BEGIN RECORD EXTRACTS

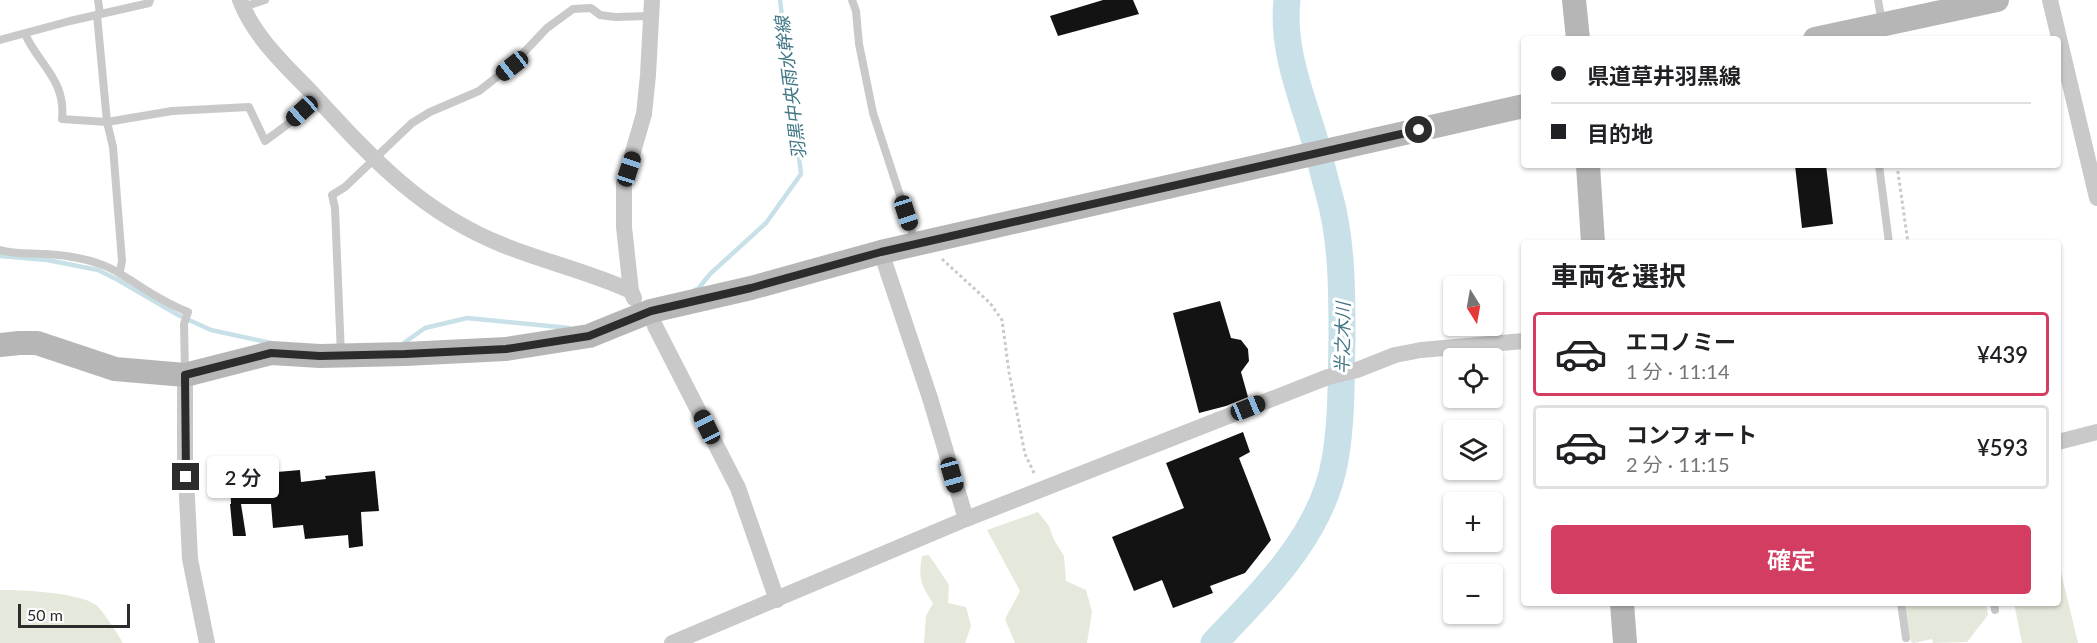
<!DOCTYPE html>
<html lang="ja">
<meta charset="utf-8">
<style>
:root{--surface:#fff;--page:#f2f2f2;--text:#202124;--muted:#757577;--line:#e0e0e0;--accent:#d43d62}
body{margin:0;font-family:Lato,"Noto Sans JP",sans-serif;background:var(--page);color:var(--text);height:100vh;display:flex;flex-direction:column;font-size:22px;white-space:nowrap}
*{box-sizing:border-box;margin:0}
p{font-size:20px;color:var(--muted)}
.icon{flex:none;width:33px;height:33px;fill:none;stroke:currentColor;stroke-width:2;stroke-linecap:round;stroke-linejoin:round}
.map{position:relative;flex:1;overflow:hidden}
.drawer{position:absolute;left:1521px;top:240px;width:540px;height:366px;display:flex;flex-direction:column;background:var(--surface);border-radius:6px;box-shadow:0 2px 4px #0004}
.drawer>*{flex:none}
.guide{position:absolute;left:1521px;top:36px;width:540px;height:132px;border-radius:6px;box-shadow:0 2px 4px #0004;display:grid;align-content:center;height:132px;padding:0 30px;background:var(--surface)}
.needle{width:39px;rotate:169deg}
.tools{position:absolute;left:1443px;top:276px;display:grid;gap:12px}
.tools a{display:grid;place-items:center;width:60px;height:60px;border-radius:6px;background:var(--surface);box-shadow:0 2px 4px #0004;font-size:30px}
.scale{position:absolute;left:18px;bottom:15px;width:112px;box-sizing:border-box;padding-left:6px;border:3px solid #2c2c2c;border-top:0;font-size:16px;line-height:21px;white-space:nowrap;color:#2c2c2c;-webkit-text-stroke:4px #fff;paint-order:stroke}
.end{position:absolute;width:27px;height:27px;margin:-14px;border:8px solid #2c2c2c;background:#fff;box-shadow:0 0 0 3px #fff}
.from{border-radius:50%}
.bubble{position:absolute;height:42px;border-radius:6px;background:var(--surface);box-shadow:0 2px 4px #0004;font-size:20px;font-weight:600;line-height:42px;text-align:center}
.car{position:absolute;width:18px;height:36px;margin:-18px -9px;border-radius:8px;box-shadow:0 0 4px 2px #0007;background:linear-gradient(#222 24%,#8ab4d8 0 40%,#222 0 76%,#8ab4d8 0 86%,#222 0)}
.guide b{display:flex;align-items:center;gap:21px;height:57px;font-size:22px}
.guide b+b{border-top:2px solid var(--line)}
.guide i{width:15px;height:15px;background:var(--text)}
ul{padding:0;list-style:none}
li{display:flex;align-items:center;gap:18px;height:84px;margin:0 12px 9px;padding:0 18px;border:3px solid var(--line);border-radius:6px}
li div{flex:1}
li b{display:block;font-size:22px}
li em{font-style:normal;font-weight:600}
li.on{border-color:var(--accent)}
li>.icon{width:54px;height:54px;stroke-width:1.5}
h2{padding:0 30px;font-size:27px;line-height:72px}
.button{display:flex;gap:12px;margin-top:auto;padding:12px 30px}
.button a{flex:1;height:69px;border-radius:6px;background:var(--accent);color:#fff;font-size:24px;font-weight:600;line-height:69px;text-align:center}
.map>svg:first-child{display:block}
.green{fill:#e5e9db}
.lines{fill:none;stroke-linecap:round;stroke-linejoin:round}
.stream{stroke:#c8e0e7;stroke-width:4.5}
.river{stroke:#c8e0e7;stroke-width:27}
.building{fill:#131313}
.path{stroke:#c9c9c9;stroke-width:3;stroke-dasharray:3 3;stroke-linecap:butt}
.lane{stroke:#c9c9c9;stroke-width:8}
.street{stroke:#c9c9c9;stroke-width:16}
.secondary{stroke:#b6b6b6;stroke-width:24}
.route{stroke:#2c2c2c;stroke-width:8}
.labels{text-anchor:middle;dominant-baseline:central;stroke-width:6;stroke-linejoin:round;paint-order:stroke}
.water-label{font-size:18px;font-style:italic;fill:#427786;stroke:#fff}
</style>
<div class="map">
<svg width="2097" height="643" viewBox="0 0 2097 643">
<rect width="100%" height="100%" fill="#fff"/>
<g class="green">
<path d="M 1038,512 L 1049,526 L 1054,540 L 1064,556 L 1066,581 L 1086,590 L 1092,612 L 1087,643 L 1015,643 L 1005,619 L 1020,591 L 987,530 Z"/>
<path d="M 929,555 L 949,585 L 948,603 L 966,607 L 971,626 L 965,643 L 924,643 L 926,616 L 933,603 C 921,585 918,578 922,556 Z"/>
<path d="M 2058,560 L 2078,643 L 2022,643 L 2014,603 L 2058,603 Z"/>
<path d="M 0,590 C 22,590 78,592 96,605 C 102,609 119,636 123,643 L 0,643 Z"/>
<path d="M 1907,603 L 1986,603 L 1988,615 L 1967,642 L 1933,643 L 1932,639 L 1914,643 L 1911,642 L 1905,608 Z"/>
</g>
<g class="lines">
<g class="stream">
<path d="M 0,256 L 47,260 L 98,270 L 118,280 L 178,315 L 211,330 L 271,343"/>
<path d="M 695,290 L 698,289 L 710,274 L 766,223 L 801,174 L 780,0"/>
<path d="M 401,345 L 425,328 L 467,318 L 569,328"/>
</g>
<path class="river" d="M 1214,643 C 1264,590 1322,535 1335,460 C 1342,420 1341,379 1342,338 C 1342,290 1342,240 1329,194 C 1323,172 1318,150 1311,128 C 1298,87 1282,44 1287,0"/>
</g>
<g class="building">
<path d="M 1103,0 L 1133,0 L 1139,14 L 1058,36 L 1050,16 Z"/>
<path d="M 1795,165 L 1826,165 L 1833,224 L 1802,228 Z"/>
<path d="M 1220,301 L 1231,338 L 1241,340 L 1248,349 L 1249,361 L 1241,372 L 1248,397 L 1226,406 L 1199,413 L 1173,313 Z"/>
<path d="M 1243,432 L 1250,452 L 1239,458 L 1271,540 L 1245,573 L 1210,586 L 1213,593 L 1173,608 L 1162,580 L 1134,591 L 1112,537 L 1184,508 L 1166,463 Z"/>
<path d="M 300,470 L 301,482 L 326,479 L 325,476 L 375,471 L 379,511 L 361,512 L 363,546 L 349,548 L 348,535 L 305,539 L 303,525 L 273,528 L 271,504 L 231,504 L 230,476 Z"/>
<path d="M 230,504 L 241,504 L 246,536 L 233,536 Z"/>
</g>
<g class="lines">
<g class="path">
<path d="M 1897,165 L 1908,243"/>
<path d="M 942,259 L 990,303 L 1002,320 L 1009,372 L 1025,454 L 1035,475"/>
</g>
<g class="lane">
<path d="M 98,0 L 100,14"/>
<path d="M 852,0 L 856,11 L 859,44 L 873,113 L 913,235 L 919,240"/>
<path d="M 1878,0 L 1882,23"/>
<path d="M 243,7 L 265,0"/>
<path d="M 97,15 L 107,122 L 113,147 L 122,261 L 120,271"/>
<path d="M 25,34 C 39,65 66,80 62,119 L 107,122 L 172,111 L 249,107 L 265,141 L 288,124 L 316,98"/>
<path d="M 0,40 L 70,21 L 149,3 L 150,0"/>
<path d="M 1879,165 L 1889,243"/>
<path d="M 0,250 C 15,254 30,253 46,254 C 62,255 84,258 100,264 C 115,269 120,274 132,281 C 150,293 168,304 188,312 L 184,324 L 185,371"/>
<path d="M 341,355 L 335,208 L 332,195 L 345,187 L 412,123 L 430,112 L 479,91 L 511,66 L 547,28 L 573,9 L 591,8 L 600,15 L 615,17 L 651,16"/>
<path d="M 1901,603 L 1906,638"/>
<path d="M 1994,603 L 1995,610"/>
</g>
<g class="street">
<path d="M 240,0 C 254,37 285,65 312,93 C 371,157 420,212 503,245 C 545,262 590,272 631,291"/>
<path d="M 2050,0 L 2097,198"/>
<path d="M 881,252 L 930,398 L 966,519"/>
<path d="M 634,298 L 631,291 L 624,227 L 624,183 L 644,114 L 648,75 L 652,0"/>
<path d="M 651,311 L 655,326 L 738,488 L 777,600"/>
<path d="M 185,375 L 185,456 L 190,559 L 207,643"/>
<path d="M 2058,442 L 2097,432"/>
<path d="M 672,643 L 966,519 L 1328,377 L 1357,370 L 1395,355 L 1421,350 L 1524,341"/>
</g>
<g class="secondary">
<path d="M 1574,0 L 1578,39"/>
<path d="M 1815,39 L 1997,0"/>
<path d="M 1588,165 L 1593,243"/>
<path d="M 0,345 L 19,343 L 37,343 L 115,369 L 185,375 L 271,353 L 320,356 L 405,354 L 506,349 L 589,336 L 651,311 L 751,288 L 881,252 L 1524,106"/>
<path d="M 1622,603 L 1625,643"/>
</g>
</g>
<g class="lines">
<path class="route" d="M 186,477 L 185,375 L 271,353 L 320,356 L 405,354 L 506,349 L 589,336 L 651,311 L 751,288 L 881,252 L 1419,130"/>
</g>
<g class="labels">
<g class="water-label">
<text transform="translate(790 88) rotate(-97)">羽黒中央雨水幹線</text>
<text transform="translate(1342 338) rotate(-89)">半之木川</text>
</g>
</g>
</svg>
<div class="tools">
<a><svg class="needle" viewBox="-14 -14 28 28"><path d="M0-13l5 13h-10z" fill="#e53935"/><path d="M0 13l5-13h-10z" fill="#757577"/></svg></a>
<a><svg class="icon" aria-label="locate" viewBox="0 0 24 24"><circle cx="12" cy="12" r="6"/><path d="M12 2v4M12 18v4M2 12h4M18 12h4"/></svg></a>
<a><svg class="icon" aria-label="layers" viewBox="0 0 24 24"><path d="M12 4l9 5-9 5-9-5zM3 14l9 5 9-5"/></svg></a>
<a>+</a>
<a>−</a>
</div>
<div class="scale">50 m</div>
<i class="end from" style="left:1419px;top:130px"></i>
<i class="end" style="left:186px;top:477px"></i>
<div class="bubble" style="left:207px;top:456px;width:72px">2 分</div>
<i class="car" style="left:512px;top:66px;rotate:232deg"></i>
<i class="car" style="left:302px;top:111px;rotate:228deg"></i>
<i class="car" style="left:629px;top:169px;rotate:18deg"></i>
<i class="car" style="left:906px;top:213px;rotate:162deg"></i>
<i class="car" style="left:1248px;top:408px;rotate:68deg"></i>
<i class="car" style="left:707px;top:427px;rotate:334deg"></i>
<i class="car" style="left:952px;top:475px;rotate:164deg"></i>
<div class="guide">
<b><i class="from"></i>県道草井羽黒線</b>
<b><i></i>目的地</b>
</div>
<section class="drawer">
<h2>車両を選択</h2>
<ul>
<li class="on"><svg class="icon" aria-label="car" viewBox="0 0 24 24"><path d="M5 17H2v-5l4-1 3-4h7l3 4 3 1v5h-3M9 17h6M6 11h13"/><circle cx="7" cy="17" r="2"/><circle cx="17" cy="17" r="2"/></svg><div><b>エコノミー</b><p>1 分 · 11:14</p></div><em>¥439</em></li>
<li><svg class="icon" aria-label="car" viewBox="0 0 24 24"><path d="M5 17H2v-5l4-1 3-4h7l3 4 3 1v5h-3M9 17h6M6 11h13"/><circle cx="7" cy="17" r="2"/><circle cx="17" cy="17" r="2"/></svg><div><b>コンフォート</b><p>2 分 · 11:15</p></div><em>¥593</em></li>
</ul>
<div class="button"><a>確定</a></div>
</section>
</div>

END RECORD EXTRACTS

* _WORK TO COMPLETE_
Using the listing above, work out how many lines include the word "grid", and report that number alone.

* _PROBLEM SOLUTION_
3